Pull out each line of the records holding the string "gazetteer".

◆ ◆ ◆ ◆

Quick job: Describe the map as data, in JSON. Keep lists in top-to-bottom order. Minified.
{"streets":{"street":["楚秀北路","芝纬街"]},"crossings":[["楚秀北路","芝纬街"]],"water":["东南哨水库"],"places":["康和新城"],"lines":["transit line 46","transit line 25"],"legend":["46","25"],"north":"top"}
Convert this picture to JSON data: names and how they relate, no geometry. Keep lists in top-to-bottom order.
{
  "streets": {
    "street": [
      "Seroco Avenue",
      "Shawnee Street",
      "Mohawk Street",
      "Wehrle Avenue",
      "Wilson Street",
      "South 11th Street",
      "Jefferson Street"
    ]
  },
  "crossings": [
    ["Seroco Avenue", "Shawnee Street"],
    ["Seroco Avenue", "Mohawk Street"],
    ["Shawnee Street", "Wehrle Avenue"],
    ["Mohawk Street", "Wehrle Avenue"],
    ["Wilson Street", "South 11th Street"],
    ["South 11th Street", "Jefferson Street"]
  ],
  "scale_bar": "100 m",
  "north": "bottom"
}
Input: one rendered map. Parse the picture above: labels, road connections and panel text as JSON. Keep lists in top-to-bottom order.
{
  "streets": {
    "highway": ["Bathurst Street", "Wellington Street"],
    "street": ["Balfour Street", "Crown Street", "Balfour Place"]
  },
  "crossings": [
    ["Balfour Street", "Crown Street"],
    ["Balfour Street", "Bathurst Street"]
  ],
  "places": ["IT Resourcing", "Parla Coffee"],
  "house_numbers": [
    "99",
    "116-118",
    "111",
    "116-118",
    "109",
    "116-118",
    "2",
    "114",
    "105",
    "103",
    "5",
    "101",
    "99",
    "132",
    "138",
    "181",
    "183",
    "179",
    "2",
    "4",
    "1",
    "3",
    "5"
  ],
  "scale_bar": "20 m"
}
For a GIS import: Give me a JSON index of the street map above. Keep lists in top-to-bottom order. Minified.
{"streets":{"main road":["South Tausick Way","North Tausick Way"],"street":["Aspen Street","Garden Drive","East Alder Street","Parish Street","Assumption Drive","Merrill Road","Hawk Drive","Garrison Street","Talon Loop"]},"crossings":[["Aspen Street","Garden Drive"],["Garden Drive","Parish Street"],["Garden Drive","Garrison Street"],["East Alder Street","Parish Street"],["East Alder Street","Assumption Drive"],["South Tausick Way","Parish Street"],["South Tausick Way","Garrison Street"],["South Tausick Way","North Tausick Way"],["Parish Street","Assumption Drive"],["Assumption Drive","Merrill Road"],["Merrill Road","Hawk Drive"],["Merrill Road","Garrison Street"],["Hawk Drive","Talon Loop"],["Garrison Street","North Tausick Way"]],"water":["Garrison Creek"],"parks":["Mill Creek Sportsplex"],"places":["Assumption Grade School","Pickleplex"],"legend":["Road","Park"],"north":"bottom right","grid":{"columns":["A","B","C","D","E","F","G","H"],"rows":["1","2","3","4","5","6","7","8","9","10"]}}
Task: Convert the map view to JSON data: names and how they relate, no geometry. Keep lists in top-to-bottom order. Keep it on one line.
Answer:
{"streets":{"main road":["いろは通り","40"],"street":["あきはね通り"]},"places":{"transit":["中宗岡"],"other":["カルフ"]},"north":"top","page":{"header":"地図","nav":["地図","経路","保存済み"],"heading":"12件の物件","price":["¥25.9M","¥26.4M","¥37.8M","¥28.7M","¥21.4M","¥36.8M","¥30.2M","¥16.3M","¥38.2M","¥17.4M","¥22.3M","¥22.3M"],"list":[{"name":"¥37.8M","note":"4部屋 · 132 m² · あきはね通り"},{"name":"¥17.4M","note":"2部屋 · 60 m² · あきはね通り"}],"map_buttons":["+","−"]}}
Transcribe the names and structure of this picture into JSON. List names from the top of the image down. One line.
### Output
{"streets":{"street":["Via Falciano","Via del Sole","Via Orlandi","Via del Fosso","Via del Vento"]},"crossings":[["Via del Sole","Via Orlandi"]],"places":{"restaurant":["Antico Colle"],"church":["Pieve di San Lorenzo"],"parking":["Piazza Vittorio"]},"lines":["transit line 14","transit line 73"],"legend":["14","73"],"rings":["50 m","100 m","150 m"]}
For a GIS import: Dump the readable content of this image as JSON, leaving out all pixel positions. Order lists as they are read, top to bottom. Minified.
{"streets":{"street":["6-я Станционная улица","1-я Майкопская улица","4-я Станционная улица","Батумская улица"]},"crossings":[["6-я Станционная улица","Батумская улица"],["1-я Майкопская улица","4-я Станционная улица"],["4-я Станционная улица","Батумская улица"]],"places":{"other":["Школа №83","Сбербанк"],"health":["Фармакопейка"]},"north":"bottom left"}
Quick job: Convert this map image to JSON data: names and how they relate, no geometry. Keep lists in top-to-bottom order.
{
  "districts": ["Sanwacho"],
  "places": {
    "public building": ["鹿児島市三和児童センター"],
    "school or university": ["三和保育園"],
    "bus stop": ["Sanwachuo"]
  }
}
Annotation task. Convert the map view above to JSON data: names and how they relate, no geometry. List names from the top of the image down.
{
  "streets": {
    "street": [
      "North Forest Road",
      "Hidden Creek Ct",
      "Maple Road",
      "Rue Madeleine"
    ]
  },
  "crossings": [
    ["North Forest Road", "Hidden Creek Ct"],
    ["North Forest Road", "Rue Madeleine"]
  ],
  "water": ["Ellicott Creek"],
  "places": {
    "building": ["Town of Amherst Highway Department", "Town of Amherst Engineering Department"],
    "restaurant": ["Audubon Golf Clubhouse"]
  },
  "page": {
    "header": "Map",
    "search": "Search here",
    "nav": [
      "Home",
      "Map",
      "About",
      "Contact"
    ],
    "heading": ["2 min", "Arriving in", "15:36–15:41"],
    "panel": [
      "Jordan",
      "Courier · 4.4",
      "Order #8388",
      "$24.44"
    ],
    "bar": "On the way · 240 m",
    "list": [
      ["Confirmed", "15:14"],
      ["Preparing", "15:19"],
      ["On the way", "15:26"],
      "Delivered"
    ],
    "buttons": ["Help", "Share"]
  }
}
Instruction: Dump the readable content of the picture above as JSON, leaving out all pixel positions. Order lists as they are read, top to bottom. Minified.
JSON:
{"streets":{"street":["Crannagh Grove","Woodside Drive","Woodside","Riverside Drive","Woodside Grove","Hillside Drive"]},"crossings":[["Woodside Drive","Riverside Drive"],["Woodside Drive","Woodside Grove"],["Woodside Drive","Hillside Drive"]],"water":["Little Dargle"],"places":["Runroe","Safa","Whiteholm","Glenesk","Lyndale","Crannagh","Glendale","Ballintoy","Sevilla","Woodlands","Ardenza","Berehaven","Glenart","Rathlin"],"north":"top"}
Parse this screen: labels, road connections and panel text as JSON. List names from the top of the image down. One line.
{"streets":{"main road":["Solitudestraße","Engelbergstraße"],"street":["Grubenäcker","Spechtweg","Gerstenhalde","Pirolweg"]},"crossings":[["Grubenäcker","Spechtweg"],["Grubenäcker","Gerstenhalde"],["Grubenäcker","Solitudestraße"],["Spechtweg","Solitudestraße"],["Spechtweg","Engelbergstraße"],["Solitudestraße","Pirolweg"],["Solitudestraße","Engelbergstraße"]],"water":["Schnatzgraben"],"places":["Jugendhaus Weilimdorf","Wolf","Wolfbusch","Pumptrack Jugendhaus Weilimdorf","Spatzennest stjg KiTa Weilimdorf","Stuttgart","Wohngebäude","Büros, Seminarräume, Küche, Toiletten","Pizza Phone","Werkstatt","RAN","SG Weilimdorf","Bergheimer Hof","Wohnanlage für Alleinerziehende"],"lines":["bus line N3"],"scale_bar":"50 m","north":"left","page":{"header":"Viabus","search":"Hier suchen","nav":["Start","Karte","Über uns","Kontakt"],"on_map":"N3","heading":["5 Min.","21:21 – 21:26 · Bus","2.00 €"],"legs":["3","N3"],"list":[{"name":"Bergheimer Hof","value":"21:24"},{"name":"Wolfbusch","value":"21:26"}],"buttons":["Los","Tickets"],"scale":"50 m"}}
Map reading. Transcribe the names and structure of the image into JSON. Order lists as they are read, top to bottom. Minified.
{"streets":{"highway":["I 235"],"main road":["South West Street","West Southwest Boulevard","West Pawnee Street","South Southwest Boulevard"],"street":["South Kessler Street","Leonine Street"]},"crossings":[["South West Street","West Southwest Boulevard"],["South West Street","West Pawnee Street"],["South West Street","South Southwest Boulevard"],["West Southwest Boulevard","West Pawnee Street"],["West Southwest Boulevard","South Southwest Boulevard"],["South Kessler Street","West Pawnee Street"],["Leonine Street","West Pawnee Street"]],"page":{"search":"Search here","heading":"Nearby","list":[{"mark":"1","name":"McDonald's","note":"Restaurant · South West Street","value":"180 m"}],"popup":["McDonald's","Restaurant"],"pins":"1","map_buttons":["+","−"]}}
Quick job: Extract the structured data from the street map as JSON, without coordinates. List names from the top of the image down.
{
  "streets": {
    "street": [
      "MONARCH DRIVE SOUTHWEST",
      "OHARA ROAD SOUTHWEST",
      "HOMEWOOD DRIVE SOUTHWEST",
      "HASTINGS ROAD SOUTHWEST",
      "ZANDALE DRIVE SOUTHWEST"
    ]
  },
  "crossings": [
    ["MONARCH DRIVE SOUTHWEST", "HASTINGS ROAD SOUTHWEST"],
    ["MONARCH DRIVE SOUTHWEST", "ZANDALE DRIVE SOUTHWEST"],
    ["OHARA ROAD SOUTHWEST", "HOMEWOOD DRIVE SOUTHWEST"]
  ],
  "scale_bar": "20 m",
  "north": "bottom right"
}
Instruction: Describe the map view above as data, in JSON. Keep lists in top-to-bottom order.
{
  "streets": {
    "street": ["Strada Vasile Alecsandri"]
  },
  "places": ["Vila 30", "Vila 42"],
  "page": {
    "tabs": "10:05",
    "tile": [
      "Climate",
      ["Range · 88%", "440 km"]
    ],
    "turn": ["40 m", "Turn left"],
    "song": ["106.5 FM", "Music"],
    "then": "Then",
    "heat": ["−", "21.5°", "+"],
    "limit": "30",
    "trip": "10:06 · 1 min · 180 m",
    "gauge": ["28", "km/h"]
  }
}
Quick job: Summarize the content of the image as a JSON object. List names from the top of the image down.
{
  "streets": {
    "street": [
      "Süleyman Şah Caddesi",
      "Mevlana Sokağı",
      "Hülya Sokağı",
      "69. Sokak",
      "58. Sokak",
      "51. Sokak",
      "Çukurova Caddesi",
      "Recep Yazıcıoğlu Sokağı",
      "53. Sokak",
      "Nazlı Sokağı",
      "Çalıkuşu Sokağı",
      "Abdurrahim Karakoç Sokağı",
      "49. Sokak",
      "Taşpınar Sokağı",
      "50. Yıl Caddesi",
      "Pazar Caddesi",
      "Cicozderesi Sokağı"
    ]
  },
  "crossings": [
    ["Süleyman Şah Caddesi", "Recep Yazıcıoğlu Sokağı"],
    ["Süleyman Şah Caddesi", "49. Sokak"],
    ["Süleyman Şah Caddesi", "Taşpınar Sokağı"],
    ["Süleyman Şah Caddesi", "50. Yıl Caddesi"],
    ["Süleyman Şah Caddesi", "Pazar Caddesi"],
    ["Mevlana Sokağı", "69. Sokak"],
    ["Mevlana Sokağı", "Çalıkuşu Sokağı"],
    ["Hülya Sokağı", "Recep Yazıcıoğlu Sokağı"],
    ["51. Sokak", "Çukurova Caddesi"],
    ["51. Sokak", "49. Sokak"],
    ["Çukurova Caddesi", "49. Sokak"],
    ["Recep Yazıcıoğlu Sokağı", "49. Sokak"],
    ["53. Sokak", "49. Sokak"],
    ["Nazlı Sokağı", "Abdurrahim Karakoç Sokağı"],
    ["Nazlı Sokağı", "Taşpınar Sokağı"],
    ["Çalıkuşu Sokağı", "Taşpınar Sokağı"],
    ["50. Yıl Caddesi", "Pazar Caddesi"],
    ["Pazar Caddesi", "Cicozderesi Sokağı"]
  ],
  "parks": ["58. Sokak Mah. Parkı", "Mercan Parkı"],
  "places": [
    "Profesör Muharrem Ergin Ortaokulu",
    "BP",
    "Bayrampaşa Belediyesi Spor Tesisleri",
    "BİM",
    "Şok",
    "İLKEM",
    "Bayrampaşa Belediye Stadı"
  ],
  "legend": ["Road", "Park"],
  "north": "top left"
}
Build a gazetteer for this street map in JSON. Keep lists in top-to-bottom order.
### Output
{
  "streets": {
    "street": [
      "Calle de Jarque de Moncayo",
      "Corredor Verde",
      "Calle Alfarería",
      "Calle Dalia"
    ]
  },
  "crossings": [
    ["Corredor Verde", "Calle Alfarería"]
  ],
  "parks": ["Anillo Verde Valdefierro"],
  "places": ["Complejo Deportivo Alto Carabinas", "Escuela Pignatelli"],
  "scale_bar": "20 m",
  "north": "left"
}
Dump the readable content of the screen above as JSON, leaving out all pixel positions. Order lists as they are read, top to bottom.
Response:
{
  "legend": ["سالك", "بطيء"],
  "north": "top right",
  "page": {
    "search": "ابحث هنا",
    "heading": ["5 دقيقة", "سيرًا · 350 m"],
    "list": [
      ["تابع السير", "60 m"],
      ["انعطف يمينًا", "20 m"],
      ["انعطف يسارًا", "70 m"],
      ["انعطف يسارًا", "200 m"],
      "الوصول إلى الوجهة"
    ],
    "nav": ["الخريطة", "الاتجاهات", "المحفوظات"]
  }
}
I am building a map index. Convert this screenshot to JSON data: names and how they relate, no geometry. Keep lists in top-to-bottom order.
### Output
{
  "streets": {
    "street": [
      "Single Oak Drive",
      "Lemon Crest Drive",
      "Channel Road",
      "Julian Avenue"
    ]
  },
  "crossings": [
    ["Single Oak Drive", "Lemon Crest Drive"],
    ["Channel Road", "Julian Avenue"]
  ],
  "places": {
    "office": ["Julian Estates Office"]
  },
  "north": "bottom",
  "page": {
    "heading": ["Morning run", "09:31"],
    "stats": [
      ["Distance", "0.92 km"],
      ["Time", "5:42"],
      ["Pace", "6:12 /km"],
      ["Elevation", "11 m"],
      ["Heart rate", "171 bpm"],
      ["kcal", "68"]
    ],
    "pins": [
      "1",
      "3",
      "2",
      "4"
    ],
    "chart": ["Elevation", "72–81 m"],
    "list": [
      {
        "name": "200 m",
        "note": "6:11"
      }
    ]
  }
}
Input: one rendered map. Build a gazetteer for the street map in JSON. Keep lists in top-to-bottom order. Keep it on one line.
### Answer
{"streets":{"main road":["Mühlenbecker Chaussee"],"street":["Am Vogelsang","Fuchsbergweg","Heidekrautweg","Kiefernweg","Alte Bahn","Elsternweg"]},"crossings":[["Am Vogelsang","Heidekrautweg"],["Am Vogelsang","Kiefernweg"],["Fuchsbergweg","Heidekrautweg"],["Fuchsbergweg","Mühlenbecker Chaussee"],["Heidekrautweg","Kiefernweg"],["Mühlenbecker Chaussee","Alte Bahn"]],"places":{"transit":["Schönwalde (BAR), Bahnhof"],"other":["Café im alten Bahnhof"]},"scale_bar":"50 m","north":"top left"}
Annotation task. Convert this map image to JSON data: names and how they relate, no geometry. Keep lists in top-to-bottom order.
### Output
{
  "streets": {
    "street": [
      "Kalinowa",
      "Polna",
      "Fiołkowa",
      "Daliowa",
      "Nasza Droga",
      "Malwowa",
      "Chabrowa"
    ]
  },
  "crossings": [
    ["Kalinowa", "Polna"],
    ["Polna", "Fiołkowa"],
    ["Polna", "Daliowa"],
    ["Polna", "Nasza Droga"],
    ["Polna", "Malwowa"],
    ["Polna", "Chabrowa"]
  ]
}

◆ ◆ ◆ ◆

» **ANSWER FOR THIS EXERCISE**:
Build a gazetteer for this street map in JSON. Keep lists in top-to-bottom order.
Input: one rendered map. Build a gazetteer for the street map in JSON. Keep lists in top-to-bottom order. Keep it on one line.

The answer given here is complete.